Guérison - salut
N°81 - Décembre 1980
Un cahier sur la maladie et la guérison n'a, semble-t-il, pas grand-chose à voir avec l'annonce de la Bonne Nouvelle. Dans la mentalité européenne, la maladie est objet de recherches sur ses causes et sur les techniques de sa guérison. Même la dimension psychique relève d'une investigation rationnelle.
Mais, pour la société africaine, le malade représente autre chose : il est un élément perturbant d'un ordre social et cosmique ; il est celui qui dérange, celui qui est en danger... mais qui est aussi un danger.
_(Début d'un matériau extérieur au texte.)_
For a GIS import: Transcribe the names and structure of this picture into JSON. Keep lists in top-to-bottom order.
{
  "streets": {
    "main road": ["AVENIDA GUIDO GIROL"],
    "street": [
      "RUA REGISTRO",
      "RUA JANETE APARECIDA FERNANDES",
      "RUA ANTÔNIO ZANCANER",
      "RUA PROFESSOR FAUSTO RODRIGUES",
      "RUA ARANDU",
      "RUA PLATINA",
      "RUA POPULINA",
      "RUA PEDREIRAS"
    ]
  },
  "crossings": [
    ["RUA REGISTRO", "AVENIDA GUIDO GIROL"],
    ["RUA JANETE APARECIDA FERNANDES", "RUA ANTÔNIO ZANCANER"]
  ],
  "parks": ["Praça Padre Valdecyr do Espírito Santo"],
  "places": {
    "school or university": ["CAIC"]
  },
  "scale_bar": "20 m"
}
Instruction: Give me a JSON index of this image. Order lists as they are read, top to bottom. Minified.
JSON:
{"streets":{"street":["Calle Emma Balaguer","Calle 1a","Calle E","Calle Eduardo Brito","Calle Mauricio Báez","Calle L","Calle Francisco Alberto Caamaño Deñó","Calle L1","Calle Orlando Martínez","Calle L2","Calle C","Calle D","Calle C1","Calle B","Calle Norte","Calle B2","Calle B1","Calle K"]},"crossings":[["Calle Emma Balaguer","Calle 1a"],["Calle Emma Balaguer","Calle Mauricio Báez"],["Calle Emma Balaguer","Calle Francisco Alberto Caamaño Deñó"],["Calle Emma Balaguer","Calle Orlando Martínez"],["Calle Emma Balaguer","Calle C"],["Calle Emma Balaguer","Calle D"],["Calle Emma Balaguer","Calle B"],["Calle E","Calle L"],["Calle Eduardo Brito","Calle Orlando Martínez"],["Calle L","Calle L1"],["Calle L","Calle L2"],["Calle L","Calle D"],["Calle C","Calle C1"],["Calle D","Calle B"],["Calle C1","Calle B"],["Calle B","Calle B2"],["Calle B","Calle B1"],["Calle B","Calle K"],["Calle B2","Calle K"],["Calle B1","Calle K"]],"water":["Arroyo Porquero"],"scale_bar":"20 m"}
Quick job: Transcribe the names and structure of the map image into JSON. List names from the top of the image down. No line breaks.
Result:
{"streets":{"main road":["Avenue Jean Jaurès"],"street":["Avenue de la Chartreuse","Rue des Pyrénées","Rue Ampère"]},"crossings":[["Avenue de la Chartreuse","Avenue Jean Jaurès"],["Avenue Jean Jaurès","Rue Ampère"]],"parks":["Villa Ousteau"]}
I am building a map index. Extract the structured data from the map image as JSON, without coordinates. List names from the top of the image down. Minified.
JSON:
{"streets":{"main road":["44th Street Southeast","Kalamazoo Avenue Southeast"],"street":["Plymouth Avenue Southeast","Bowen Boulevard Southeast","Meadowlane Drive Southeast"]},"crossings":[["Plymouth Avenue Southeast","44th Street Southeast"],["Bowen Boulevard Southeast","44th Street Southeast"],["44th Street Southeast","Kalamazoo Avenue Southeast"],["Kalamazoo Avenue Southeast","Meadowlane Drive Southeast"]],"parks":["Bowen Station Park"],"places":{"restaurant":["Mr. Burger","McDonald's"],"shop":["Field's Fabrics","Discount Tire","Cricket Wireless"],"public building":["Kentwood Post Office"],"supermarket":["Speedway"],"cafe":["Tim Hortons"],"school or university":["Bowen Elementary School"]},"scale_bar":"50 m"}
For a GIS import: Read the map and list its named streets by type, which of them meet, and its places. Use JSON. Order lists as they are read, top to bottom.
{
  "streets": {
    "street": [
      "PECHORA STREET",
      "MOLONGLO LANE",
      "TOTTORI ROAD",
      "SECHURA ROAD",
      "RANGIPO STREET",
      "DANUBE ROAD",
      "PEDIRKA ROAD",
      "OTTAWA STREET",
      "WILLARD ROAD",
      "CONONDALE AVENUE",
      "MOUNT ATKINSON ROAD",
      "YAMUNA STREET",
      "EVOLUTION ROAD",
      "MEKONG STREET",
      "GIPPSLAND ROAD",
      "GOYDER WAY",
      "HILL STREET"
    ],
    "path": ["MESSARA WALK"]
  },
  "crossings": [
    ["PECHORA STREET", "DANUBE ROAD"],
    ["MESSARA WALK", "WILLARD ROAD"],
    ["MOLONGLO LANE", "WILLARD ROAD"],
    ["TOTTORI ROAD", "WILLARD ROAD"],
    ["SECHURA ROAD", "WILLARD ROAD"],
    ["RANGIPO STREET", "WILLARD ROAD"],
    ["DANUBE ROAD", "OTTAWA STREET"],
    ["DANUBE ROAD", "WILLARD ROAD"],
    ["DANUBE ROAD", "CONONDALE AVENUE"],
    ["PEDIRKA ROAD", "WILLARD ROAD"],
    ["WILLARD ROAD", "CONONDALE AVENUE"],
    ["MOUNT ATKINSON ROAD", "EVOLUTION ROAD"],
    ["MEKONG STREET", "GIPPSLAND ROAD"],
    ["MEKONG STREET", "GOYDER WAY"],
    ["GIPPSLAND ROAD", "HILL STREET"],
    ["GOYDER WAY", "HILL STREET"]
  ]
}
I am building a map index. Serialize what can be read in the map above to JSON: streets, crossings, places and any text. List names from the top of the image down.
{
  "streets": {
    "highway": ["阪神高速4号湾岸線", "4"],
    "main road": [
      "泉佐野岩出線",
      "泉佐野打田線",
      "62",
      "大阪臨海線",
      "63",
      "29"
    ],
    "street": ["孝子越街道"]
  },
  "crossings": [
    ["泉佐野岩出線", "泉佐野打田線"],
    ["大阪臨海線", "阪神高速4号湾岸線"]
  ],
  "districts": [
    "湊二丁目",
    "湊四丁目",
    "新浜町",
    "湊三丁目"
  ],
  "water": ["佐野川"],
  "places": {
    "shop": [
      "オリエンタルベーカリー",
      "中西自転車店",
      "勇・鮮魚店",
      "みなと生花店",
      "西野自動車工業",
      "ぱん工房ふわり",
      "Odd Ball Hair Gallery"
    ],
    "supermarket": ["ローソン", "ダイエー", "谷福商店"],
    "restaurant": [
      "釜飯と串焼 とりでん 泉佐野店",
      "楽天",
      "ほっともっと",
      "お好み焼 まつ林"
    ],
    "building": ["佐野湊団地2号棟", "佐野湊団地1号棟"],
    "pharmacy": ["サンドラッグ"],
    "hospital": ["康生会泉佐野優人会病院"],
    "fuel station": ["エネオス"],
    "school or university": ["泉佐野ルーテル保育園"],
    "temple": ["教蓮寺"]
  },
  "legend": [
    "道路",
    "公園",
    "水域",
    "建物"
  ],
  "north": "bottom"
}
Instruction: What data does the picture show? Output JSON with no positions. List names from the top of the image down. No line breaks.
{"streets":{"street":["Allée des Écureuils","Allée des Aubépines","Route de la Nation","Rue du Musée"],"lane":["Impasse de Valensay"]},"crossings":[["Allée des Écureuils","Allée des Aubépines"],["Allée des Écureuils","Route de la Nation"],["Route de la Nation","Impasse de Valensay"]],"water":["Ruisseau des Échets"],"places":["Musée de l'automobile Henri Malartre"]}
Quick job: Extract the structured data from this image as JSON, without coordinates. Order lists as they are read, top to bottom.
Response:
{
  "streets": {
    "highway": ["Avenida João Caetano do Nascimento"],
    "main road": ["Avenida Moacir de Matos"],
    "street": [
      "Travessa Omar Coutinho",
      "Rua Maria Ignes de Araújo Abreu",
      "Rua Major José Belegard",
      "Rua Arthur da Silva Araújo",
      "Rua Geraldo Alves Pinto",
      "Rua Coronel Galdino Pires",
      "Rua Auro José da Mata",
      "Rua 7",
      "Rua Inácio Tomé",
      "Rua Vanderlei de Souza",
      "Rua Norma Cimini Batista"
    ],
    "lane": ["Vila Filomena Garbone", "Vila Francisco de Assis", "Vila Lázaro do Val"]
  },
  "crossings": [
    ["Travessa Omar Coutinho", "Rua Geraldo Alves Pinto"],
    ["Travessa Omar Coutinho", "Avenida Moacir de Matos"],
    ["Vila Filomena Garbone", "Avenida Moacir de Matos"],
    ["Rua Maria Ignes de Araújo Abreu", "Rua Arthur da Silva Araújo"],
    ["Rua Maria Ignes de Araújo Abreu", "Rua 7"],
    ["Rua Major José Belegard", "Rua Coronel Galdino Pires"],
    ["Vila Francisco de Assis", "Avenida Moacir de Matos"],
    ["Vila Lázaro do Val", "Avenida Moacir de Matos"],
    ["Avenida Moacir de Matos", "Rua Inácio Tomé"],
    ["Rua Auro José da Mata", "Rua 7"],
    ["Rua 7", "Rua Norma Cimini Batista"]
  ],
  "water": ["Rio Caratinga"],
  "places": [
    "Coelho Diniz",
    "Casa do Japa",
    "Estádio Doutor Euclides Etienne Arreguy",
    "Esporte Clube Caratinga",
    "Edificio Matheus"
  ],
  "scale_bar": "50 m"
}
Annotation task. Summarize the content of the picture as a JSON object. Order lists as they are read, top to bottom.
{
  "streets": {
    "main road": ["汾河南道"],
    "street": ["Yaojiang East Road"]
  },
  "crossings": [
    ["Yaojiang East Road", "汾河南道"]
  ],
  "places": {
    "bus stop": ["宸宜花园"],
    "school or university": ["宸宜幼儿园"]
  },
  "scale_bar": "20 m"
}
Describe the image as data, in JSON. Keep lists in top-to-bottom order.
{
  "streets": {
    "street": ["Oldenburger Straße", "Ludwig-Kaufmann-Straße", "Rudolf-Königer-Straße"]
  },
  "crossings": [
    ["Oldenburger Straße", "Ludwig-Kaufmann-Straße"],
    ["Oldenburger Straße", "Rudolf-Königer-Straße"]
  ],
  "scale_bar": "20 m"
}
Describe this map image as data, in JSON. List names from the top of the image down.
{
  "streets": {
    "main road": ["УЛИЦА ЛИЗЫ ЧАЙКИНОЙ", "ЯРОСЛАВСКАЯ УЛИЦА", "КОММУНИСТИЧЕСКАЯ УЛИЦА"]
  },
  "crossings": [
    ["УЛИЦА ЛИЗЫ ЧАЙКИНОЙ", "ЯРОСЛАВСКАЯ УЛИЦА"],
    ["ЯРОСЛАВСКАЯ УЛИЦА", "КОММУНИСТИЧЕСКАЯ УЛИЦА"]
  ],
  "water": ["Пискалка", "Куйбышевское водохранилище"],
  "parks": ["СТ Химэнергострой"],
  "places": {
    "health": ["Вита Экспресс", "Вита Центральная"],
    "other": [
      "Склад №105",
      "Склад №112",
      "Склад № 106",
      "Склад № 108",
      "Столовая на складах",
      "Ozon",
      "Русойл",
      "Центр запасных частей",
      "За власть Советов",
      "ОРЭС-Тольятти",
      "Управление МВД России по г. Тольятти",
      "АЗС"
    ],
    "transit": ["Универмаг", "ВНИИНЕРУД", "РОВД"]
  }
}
Dans les cultures africaines, le malade est tellement « dérangeant » que le diagnostic sera confié à un spécialiste de l'ordre spirituel et qu'il ne peut être guéri seul. Déjà, il nous a paru intéressant de voir comment, en Afrique, la médecine approchait le problème de la maladie et du malade. Il eût fallu en faire autant dans d'autres cultures ...
La rencontre de la démarche technique et des processus de détection et de guérison dans les milieux traditionnels soulève de nombreuses questions. D'abord, l'intervention médicale et sanitaire ne peut être une pratique de surplomb, parachutée de l'extérieur. C'est une question d'hommes qui se prennent en charge et qui assument leur destin. Comme le dit Guy Aurenche, médecin à Tokombéré, au Cameroun : J'attire votre attention sur le fait que l'éducation des populations à la responsabilité en matière sanitaire et l'insertion de l'action pour la santé dans une action générale de promotion sociale, sont deux exigences qui valent pour la France comme elles valent pour l'Afrique.
Œuvre d'hommes qui s'assument dans une société et dans un monde, la médecine n'est pas seulement rencontre de deux types de techniques et de pharmacopées, mais rencontre aussi de deux conceptions de l'homme et du divin. Comme toute rencontre de cultures, celles-ci ne peuvent se faire que par une mutuelle critique et par l'invention de nouvelles pratiques. La médecine ne peut se passer d'une certaine foi en l'homme. Mais c'est là qu'on peut découvrir la trace de Dieu, car Dieu ne se révèle qu'au travers du visage de l'autre, de celui qui est différent. Refusant d'être thaumaturge, Jésus de Nazareth a dû s'arrêter en face de cette «trace» de son Père.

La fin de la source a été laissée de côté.